Expanding US trade with India will face market barriers, underdeveloped conditions

By Wang Jiamei Source:Global Times Published: 2017/11/1 21:33:39

US President Donald Trump is reportedly scheduled to meet Indian Prime Minister Narendra Modi ahead of the East Asia Summit in Manila, although the former will skip India during his November 3-14 Asia tour. Initiatives to improve connectivity in the Asia-Pacific region will be one of the key topics during the Trump-Modi meeting, according to a report from the Hindustan Times on Sunday.

The meeting comes not long after US Secretary of State Rex Tillerson's visit to India, during which he signaled that the two countries should strengthen ties to counter China's growing influence in Asia. It seems that the Trump administration is eager to woo India, given their common ground on issues such as fighting terrorism and geopolitical conditions in the Asia-Pacific region.

While a deepening strategic partnership has obviously created a favorable environment for the development of economic and trade relations, factors hindering US-India economic cooperation should not be ignored. Although US-India merchandise trade has grown remarkably over the past few years, it was still worth just $67.7 billion in 2016, accounting for less than 2 percent of the $3.7 trillion US merchandise trade during the year.

The huge asymmetry in economic power may partly explain the limited trade volume. India's underdeveloped economic and industrial conditions and market barriers are also to blame for curbing foreign trade, not just with the US. During the US-India bilateral Trade Policy Forum last week, the US delegation led by US Trade Representative Robert Lighthizer pressed India on key issues like market access and lifting of trade barriers.

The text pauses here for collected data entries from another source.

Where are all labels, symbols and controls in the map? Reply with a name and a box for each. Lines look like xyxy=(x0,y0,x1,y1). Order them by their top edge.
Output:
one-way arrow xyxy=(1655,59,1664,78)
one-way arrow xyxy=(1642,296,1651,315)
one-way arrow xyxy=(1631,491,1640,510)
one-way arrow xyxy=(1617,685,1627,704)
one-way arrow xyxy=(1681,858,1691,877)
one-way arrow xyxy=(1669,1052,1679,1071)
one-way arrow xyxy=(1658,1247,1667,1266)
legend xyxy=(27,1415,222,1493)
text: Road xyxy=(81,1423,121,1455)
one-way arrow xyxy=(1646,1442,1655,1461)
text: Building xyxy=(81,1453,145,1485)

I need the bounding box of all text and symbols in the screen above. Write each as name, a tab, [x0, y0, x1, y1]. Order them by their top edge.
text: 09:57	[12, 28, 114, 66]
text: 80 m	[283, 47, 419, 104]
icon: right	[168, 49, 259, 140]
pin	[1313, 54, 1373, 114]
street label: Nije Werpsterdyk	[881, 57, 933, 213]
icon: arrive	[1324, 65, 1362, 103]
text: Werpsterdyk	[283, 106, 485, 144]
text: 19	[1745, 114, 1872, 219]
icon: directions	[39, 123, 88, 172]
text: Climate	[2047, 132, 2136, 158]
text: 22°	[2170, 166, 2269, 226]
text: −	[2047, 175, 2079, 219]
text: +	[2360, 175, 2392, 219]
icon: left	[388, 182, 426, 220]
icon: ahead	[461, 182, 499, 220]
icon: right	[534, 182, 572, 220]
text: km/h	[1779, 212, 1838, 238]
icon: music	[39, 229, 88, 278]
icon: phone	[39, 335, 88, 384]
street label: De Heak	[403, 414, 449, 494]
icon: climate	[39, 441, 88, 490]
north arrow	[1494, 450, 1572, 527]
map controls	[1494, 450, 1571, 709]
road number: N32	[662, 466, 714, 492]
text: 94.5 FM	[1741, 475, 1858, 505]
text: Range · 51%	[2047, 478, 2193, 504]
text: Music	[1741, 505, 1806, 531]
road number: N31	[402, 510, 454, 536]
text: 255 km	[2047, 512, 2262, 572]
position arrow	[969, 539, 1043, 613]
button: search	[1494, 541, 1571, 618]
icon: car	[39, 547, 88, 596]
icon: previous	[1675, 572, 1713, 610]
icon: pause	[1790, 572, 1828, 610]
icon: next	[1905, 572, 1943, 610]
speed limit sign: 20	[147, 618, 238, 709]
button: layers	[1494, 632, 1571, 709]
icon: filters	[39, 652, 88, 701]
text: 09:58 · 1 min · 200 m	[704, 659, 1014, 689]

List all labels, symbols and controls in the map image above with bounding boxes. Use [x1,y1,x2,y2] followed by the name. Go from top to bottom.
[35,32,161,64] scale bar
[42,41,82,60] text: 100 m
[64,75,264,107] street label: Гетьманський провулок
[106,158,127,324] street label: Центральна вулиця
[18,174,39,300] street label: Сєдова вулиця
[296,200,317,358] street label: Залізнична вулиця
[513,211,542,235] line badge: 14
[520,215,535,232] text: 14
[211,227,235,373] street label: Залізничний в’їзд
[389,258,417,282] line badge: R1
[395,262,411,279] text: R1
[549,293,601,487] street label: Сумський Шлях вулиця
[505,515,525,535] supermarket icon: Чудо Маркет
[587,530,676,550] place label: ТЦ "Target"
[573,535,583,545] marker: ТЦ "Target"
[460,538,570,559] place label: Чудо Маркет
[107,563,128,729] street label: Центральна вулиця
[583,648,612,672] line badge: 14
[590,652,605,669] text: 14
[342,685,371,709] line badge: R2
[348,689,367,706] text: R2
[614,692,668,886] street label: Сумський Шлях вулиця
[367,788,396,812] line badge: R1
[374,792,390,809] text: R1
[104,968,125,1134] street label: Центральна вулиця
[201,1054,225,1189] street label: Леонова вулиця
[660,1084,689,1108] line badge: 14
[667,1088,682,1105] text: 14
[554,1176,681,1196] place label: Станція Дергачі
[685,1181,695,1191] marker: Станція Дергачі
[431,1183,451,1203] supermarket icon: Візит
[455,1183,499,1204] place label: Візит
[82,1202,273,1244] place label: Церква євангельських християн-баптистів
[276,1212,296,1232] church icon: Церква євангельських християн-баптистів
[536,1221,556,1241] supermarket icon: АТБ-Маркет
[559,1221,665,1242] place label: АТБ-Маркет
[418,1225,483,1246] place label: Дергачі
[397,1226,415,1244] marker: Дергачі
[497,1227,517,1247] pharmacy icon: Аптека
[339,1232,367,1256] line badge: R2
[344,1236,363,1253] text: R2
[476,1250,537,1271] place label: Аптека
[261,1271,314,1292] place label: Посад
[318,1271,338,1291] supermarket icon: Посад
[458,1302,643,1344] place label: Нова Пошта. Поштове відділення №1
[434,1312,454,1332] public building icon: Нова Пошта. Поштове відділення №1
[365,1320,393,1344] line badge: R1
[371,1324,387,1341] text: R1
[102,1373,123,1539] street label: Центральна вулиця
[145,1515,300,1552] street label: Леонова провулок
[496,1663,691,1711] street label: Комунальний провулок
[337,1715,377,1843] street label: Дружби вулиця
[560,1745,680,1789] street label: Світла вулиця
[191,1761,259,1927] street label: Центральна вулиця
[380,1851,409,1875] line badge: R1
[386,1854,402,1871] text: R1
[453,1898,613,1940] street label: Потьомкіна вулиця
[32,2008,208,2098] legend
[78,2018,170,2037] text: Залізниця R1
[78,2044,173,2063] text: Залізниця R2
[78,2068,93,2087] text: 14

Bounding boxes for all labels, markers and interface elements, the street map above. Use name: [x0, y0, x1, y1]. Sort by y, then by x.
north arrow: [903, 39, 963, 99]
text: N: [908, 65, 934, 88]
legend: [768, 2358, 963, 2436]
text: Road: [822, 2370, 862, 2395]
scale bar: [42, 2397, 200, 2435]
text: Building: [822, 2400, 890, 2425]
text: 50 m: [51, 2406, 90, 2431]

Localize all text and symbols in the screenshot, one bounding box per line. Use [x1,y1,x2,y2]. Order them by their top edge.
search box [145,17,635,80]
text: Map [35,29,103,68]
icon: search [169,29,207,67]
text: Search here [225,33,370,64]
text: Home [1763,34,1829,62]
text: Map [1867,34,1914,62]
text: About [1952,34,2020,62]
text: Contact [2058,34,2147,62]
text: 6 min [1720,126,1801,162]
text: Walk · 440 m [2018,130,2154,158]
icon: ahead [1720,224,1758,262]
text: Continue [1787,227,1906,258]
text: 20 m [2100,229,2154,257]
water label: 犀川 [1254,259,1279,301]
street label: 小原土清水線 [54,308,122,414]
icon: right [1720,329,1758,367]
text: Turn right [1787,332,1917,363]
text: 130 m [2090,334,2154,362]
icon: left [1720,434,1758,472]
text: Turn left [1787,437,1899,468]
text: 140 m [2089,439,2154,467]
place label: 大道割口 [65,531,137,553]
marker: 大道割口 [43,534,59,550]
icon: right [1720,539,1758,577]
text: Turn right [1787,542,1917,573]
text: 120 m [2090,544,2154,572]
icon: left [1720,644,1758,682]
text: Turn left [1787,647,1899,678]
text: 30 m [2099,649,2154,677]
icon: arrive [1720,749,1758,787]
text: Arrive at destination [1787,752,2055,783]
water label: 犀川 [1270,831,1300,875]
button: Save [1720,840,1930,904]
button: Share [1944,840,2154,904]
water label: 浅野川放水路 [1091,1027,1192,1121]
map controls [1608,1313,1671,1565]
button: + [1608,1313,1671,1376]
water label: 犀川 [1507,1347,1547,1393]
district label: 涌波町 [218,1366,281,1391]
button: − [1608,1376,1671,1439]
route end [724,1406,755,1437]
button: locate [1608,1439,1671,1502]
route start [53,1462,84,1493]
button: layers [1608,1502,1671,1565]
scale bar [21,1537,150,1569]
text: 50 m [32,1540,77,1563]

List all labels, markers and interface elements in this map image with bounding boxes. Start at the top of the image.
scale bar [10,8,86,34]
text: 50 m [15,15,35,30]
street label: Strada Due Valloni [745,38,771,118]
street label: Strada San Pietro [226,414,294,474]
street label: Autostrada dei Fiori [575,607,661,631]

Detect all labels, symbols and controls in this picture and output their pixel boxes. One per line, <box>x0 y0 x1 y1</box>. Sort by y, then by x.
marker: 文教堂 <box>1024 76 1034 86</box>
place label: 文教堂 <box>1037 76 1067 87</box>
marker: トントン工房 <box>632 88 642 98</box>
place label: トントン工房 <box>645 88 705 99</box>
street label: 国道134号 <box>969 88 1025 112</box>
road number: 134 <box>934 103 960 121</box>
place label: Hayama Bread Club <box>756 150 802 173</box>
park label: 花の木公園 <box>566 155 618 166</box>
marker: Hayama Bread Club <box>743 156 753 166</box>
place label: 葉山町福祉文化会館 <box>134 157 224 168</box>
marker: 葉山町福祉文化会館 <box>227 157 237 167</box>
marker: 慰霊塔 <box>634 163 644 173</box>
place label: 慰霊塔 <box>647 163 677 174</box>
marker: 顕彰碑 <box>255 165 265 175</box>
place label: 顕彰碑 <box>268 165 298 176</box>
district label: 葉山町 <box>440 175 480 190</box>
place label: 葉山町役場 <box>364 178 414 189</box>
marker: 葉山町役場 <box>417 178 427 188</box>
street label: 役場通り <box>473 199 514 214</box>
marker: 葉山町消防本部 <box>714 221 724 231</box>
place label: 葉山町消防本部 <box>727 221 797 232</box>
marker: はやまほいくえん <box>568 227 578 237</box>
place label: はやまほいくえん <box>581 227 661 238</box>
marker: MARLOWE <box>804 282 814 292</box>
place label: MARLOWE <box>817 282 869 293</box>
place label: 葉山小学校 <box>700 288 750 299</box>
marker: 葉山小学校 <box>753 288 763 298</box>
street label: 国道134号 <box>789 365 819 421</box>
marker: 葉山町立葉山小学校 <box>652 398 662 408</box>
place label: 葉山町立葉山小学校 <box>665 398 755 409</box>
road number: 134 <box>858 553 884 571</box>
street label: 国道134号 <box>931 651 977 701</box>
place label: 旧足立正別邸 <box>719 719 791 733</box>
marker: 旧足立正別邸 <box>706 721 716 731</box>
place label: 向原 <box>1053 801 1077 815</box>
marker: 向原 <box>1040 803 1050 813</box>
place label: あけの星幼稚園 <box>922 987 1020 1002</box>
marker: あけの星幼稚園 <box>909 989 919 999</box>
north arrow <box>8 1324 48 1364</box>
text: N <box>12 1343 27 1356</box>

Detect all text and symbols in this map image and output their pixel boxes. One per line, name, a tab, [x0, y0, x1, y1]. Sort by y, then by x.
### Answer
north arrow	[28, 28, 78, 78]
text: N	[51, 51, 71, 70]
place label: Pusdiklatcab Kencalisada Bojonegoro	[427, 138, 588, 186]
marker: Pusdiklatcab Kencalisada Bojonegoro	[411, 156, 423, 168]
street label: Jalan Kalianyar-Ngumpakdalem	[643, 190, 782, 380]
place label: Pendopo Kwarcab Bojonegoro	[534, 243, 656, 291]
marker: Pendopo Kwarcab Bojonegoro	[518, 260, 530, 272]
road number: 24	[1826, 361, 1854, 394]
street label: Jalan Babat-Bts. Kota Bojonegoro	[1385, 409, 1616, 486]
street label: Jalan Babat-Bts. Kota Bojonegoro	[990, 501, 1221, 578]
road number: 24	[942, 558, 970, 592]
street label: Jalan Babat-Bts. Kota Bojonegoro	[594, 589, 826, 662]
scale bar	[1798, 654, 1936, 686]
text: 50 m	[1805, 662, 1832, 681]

In comparison, despite frequent friction, bilateral merchandise trade between China and the US was $519.6 billion in 2016, with China being the largest trade partner of the US. According to data discussed by former commerce minister Gao Hucheng at a press conference in February, China is the destination for 26 percent of US exports of Boeing aircraft, 56 percent of US soybeans, 16 percent of its automobiles, 15 percent of its farm products and 15 percent of its integrated circuits.

While the gap between US-China trade and US-India trade is huge, it is undeniable that the potential of the latter is great considering that India is now the world's fastest-growing economy and many US companies have showed strong interest in the market. US-India economic and trade relations are bound to grow closer, but there will be bumps on the road given the restricting factors and uncertainties surrounding India's ongoing domestic reforms.